— Instructions for the task —
Every line in the entries that holds "controls" should be identified and copied.
# # # #
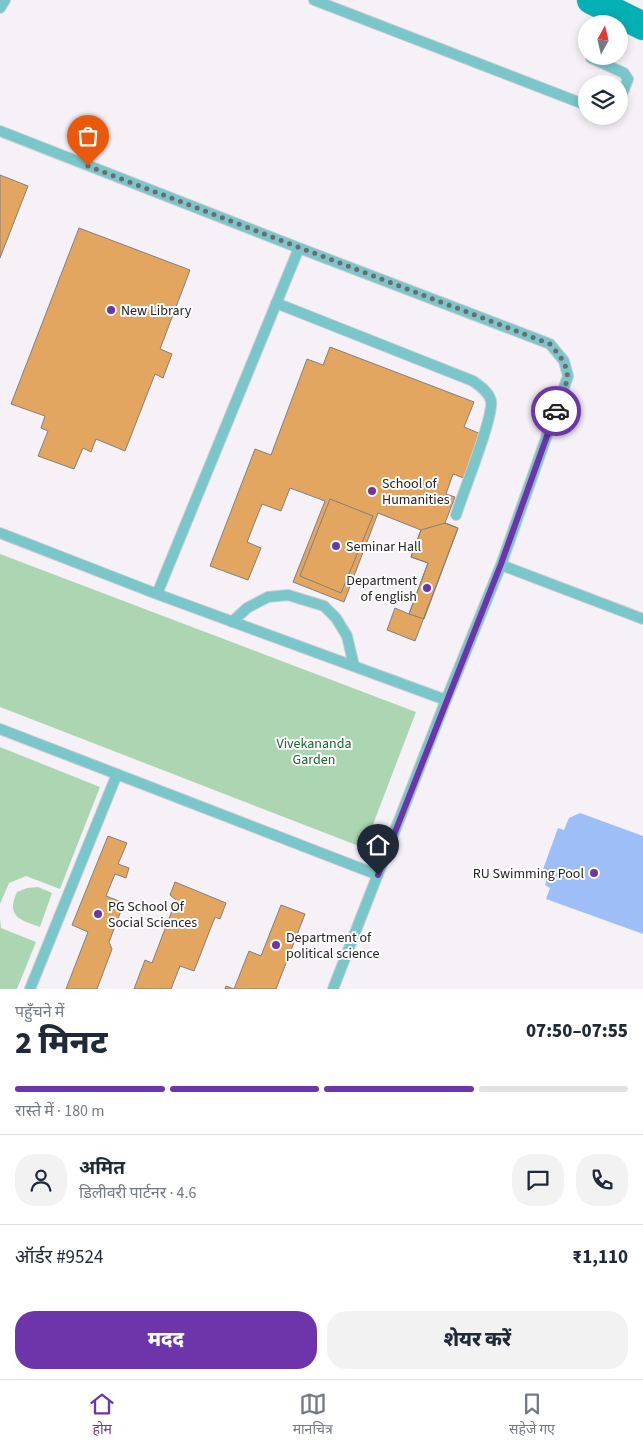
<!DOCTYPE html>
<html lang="hi">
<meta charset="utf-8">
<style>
body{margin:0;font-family:"Source Sans 3","Noto Sans Devanagari",sans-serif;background:#f2f2f3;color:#1f2937;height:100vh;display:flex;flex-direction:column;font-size:19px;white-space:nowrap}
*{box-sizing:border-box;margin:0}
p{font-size:16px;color:#747a83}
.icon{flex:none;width:28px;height:28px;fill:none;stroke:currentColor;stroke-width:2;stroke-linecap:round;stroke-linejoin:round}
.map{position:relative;height:989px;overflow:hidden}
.drawer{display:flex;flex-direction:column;background:#fff;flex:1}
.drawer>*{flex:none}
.needle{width:32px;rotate:8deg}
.controls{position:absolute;left:578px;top:15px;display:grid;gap:10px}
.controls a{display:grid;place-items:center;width:50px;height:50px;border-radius:50%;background:#fff;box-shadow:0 2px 8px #0003;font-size:25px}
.pin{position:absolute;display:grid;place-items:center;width:42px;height:42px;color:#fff;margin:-51px -21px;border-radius:50% 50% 50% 0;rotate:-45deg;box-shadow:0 0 5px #0007}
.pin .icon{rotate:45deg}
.courier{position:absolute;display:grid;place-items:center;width:50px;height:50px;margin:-25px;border:4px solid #6e34aa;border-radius:50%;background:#fff;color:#222;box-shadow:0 1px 6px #0007}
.head em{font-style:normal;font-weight:800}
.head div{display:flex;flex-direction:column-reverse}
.head{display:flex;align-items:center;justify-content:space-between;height:85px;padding:0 15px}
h1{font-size:32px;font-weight:800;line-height:38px}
.bar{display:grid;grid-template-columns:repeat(4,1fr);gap:8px 5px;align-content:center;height:60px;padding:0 15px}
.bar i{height:6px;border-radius:4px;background:#e0e1e3}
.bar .current{background:#6e34aa}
.bar p{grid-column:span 4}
.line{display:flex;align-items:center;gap:12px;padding:0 15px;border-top:1px solid #e0e1e3}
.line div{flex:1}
.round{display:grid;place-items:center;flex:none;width:52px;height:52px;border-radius:20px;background:#f2f2f3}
.action{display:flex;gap:10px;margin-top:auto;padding:10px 15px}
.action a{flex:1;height:58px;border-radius:20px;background:#6e34aa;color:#fff;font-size:20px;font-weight:800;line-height:58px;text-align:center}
.action a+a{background:#f2f2f3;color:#1f2937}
.dock{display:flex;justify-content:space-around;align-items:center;height:70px;border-top:1px solid #e0e1e3;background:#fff;font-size:14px;color:#747a83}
.dock a{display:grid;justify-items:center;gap:2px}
.dock .current{color:#6e34aa}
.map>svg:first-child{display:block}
.green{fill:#acd6b2}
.water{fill:#9ebef8}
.building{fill:#e2a661;stroke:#847f7a}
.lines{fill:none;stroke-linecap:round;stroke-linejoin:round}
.lane-casing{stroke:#d0ccd1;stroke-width:12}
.secondary-casing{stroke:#d0ccd1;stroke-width:29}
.lane{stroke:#79c7ca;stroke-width:10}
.secondary{stroke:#05b0b5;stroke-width:28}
.done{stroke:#6e6b6e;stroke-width:5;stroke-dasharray:0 9}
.route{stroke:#6e34aa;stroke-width:6}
.poi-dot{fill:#6e34aa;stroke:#fff;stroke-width:2}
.labels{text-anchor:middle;stroke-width:4;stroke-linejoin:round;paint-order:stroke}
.poi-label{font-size:14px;fill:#252325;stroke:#fff;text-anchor:start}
.park-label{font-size:14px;fill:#1b662f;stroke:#fff}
</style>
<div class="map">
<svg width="643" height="989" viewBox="0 0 643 989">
<rect width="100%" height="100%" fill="#f6f1f7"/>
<!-- green -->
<path class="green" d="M0,554L416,712L364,848L0,707Z
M0,747L100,787L60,889L26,876L9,883L0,904Z
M38,887L52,893L40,927C19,920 6,916 17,892L27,888Z
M0,918L1,928L36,942L17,989H0Z"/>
<!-- water -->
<path class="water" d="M580,813L643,836V934L546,899L550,888L545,885L548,875L542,872L558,828L564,830L569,818Z"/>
<!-- building -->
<path class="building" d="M0,175L28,186L0,258Z
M79,228L190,270L160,349L172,354L163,378L155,374L125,451L96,439L91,452L83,448L74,469L38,456L48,431L41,428L45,416L11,404Z
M330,347L474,402L464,427L481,434L464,478L453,474L446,494L455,497L445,523L458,528L415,641L387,630L395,608L409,614L428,563L411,557L421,530L378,513L344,602L293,582L325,501L290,488L281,511L262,504L247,542L261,548L248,580L210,566L255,449L271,455L307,359L323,365Z
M330,499L373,516L341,593L300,576Z
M445,523L458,528L424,619L409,614L428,563L411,557L421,530Z
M108,836L127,843L118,864L129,868L126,878L115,874L106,896L124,903L109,942L112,949L97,989H66L88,932L72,925Z
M175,882L226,903L220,919L215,917L194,971L180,966L171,989H134L145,960L152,963L176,900L170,895Z
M281,905L305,914L276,989H225L226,986L234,989L249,951L261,956Z"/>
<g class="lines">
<!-- lane casing -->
<g class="lane-casing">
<path id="lane" d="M314,0L586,105
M0,8L5,0
M592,56L591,58L624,73L628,79L619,102
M0,131L299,248L550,344L564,361L568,376L501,565L446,700L333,989
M276,303L473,381C480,386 489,392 491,401C494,417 462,495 456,515
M0,533L157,594L446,700
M501,565L643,619
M157,594L299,248
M232,622L247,608L268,597L288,595L324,606L336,618L347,636L354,666
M0,729L378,875
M30,989L117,774"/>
</g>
<!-- secondary casing -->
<g class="secondary-casing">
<path id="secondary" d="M591,0L643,26"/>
</g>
<!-- lane -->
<use href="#lane" class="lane"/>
<!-- secondary -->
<use href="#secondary" class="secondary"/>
</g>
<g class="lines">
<!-- done -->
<path class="done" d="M88,166L550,344C576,374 568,377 556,411"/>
<!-- route -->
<path class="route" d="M378,875L501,564L556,411"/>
</g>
<!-- markers -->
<g class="poi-dot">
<circle cx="111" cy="310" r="5"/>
<circle cx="372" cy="491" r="5"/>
<circle cx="336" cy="546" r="5"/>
<circle cx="427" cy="588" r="5"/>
<circle cx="594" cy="873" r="5"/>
<circle cx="98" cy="914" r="5"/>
<circle cx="276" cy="945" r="5"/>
</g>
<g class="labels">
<!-- poi labels -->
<g class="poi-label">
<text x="121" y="315">New Library</text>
<text x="382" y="488">School of<tspan x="382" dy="16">Humanities</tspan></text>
<text x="346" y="551">Seminar Hall</text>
<text x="417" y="585" text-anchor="end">Department<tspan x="417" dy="16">of english</tspan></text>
<text x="584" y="878" text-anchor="end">RU Swimming Pool</text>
<text x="108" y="911">PG School Of<tspan x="108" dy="16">Social Sciences</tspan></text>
<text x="286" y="942">Department of<tspan x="286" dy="16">political science</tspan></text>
</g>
<!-- park labels -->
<g class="park-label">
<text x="314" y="748">Vivekananda<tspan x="314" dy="16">Garden</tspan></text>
</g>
</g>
</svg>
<div class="controls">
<a><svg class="needle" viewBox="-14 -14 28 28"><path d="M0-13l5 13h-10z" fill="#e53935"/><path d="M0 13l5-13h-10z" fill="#747a83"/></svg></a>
<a><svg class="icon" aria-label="layers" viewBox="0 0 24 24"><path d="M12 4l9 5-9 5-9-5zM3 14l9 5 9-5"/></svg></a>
</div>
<div class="pin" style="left:88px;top:166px;background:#ea580c"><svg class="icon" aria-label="bag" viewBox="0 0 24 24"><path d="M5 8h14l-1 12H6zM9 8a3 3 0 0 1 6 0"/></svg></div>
<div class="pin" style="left:378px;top:875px;background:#1f2937"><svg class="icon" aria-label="home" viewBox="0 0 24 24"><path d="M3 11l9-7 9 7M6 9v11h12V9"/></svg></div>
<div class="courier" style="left:556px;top:411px"><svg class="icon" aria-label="car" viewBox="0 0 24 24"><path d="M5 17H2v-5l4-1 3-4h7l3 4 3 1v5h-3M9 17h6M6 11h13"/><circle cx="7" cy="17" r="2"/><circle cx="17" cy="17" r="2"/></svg></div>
</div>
<section class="drawer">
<div class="head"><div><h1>2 मिनट</h1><p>पहुँचने में</p></div><em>07:50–07:55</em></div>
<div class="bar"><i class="current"></i><i class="current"></i><i class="current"></i><i></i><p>रास्ते में · 180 m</p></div>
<div class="line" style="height:90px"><a class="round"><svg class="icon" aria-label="person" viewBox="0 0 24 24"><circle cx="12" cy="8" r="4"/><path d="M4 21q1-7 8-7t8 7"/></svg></a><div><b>अमित</b><p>डिलीवरी पार्टनर · 4.6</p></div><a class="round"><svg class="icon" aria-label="chat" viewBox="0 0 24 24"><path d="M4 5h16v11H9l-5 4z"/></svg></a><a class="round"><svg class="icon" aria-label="phone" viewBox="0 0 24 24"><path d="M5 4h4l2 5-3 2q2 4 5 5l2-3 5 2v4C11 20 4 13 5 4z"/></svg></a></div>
<div class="line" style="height:65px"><div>ऑर्डर #9524</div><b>₹1,110</b></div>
<div class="action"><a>मदद</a><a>शेयर करें</a></div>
</section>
<nav class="dock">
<a class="current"><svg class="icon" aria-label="home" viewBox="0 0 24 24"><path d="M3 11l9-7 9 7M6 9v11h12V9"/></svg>होम</a>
<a><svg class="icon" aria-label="map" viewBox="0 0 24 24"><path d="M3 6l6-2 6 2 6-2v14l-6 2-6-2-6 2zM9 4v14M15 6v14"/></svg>मानचित्र</a>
<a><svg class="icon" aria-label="saved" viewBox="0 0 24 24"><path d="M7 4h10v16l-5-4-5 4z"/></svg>सहेजे गए</a>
</nav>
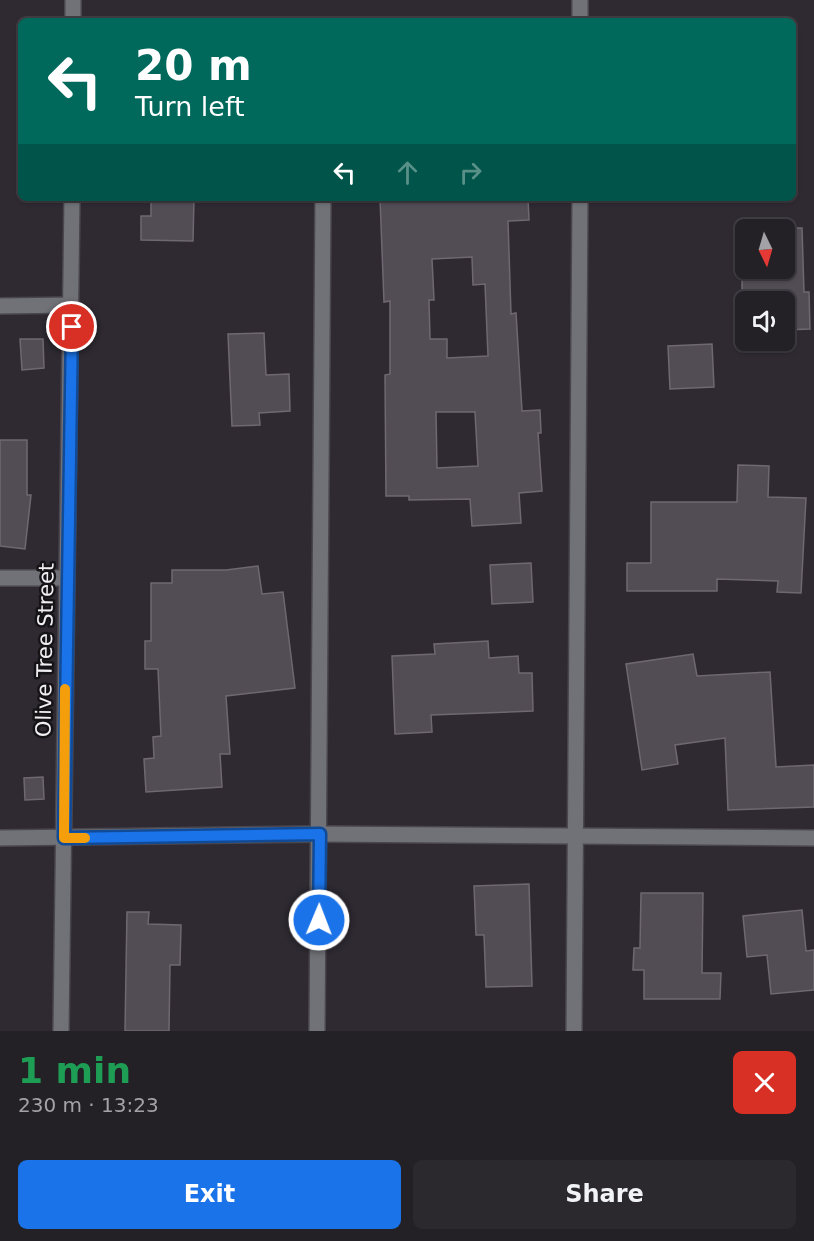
<!DOCTYPE html>
<meta charset="utf-8">
<style>
body{margin:0;font-family:"DejaVu Sans",sans-serif;background:#2b282e;color:#f1f3f6;height:100vh;display:flex;flex-direction:column;font-size:22px;white-space:nowrap}
*{box-sizing:border-box;margin:0}
p{font-size:20px;color:#a3a3a7}
.icon{flex:none;width:33px;height:33px;fill:none;stroke:currentColor;stroke-width:2;stroke-linecap:round;stroke-linejoin:round}
.map{position:relative;height:1031px;overflow:hidden}
.drawer{display:flex;flex-direction:column;background:#232026;flex:1}
.drawer>*{flex:none}
.banner{position:absolute;left:18px;top:18px;width:778px;height:183px;border-radius:9px;box-shadow:0 2px 4px #0004,0 0 0 2px #403e43;background:#00695c;color:#fff;overflow:hidden}
.needle{width:39px;rotate:175deg}
.tools{position:absolute;left:735px;top:219px;display:grid;gap:12px}
.tools a{display:grid;place-items:center;width:60px;height:60px;border-radius:9px;background:#232026;box-shadow:0 2px 4px #0004,0 0 0 2px #403e43;font-size:30px}
.pin{position:absolute;display:grid;place-items:center;width:51px;height:51px;color:#fff;margin:-26px;border:3px solid #fff;border-radius:50%;box-shadow:0 2px 6px #0007}
.me{position:absolute;width:66px;margin:-33px;rotate:1deg;stroke-linejoin:round;filter:drop-shadow(0 0 4px #0008)}
.turn{display:flex;align-items:center;gap:21px;height:126px;padding:0 18px;font-size:27px}
.turn .icon{width:78px;height:78px;stroke-width:2.5}
.turn b{display:block;font-size:42px;line-height:51px}
.lanes{display:flex;align-items:center;height:57px;padding:0 18px;background:#0003;justify-content:center;gap:30px;direction:ltr}
.lanes .off{opacity:.35}
.round{display:grid;place-items:center;flex:none;width:63px;height:63px;border-radius:9px;background:#2b282e}
.head{display:flex;align-items:center;justify-content:space-between;height:102px;padding:0 18px}
h1{font-size:36px;font-weight:700;line-height:45px;color:#1e9e55}
.primary-button{display:flex;gap:12px;margin-top:auto;padding:12px 18px}
.primary-button a{flex:1;height:69px;border-radius:9px;background:#1a73e8;color:#fff;font-size:24px;font-weight:700;line-height:69px;text-align:center}
.primary-button a+a{background:#2b282e;color:#f1f3f6}
.map>svg:first-child{display:block}
.building{fill:#524c55;stroke:#6f6872;stroke-width:1.5;fill-rule:evenodd}
.lines{fill:none;stroke-linecap:round;stroke-linejoin:round}
.minor-casing{stroke:#4a464d;stroke-width:18}
.minor{stroke:#707277;stroke-width:15}
.route-casing{stroke:#114b97;stroke-width:15}
.route{stroke:#1a73e8;stroke-width:10}
.slow{stroke:#f59e0b;stroke-width:10}
.labels{text-anchor:middle;stroke-width:5;stroke-linejoin:round;paint-order:stroke}
.street-label{font-size:21px;fill:#f2eff4;stroke:#161317}
</style>
<div class="map">
<svg width="814" height="1031" viewBox="0 0 814 1031">
<rect width="100%" height="100%" fill="#2f2a32"/>
<g class="building">
<path d="M 151,198 L 194,198 L 193,241 L 141,240 L 141,216 L 151,216 Z"/>
<path d="M 380,198 L 528,198 L 529,220 L 508,221 L 511,314 L 516,313 L 522,411 L 540,410 L 541,433 L 538,433 L 542,491 L 519,493 L 521,523 L 472,526 L 470,499 L 409,500 L 409,496 L 386,496 L 385,375 L 390,374 L 390,301 L 384,302 ZM 472,257 L 473,285 L 485,284 L 488,356 L 447,358 L 447,339 L 430,339 L 429,300 L 434,300 L 432,259 ZM 436,412 L 475,412 L 478,466 L 437,468 Z"/>
<path d="M 784,228 L 802,228 L 804,292 L 809,292 L 810,329 L 784,330 L 784,302 L 742,302 L 742,268 L 784,268 Z"/>
<path d="M 264,333 L 266,375 L 289,374 L 290,411 L 259,413 L 260,425 L 232,426 L 228,334 Z"/>
<path d="M 20,339 L 43,339 L 44,368 L 22,370 Z"/>
<path d="M 712,344 L 714,387 L 670,389 L 668,346 Z"/>
<path d="M 0,440 L 27,440 L 27,495 L 31,495 L 25,549 L 0,546 Z"/>
<path d="M 738,465 L 769,466 L 768,497 L 806,498 L 801,593 L 777,592 L 778,581 L 717,579 L 717,591 L 627,591 L 627,563 L 651,563 L 651,502 L 737,502 Z"/>
<path d="M 531,563 L 533,602 L 492,604 L 490,565 Z"/>
<path d="M 258,566 L 262,594 L 283,592 L 295,688 L 226,696 L 230,754 L 220,754 L 222,787 L 146,792 L 144,759 L 154,758 L 153,737 L 161,736 L 158,669 L 145,669 L 145,641 L 151,641 L 151,583 L 172,583 L 172,570 L 226,570 Z"/>
<path d="M 488,641 L 489,658 L 518,656 L 519,673 L 532,673 L 533,711 L 431,715 L 432,732 L 395,734 L 392,656 L 435,654 L 434,644 Z"/>
<path d="M 693,654 L 697,676 L 770,672 L 776,767 L 814,765 L 814,807 L 728,810 L 725,738 L 675,745 L 678,764 L 642,770 L 626,664 Z"/>
<path d="M 43,777 L 44,799 L 25,800 L 24,778 Z"/>
<path d="M 529,884 L 532,986 L 486,987 L 484,935 L 476,935 L 474,886 Z"/>
<path d="M 641,893 L 703,893 L 702,973 L 721,973 L 720,999 L 644,999 L 644,970 L 633,970 L 634,948 L 640,948 Z"/>
<path d="M 802,910 L 806,951 L 814,950 L 814,990 L 771,994 L 767,955 L 747,957 L 743,916 Z"/>
<path d="M 127,912 L 149,912 L 148,924 L 181,925 L 180,965 L 170,965 L 169,1031 L 125,1031 Z"/>
</g>
<g class="lines">
<defs>
<g id="minor">
<path d="M 73,0 L 73,21"/>
<path d="M 580,0 L 580,21"/>
<path d="M 0,306 L 72,305"/>
<path d="M 0,578 L 66,578"/>
<path d="M 0,838 L 319,834 L 814,838"/>
<path d="M 61,1031 L 72,198"/>
<path d="M 317,1031 L 323,198"/>
<path d="M 574,1031 L 580,198"/>
</g>
</defs>
<use href="#minor" class="minor-casing"/>
<use href="#minor" class="minor"/>
</g>
<g class="lines">
<defs>
<path id="route" d="M 72,327 L 64,838 L 320,834 L 319,920"/>
</defs>
<use href="#route" class="route-casing"/>
<use href="#route" class="route"/>
<path class="slow" d="M 65,689 L 64,838 L 85,838"/>
</g>
<g class="labels">
<g class="street-label">
<text transform="translate(45 650) rotate(-89)" y="7">Olive Tree Street</text>
</g>
</g>
</svg>
<div class="tools">
<a><svg class="needle" viewBox="-14 -14 28 28"><path d="M0-13l5 13h-10z" fill="#e53935"/><path d="M0 13l5-13h-10z" fill="#a3a3a7"/></svg></a>
<a><svg class="icon" aria-label="sound" viewBox="0 0 24 24"><path d="M4 9h4l5-4v14l-5-4H4zM17 9q2 3 0 6"/></svg></a>
</div>
<div class="pin" style="left:72px;top:327px;background:#d93025"><svg class="icon" aria-label="arrive" viewBox="0 0 24 24"><path d="M6 21V4h12l-3 4 3 4H6"/></svg></div>
<svg class="me" style="left:319px;top:920px" viewBox="-20 -20 40 40"><circle r="17" fill="#1a73e8" stroke="#fff" stroke-width="3"/><path d="M0-11L8 9 0 5-8 9z" fill="#fff"/></svg>
<div class="banner">
<div class="turn"><svg class="icon" aria-label="left" viewBox="0 0 24 24"><path d="M17 20v-9H6M10 6l-5 5 5 5"/></svg><div><b>20 m</b>Turn left</div></div>
<div class="lanes"><svg class="icon" aria-label="left" viewBox="0 0 24 24"><path d="M17 20v-9H6M10 6l-5 5 5 5"/></svg><svg class="icon off" aria-label="ahead" viewBox="0 0 24 24"><path d="M12 20V5M6 11l6-6 6 6"/></svg><svg class="icon off" aria-label="right" viewBox="0 0 24 24"><path d="M7 20v-9h11M14 6l5 5-5 5"/></svg></div>
</div>
</div>
<section class="drawer">
<div class="head"><div><h1>1 min</h1><p>230 m · 13:23</p></div><a class="round" style="background:#d93025;color:#fff"><svg class="icon" aria-label="close" viewBox="0 0 24 24"><path d="M6 6l12 12M18 6L6 18"/></svg></a></div>
<div class="primary-button"><a>Exit</a><a>Share</a></div>
</section>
# # # #
— Reply to the task —
.controls{position:absolute;left:578px;top:15px;display:grid;gap:10px}
.controls a{display:grid;place-items:center;width:50px;height:50px;border-radius:50%;background:#fff;box-shadow:0 2px 8px #0003;font-size:25px}
<div class="controls">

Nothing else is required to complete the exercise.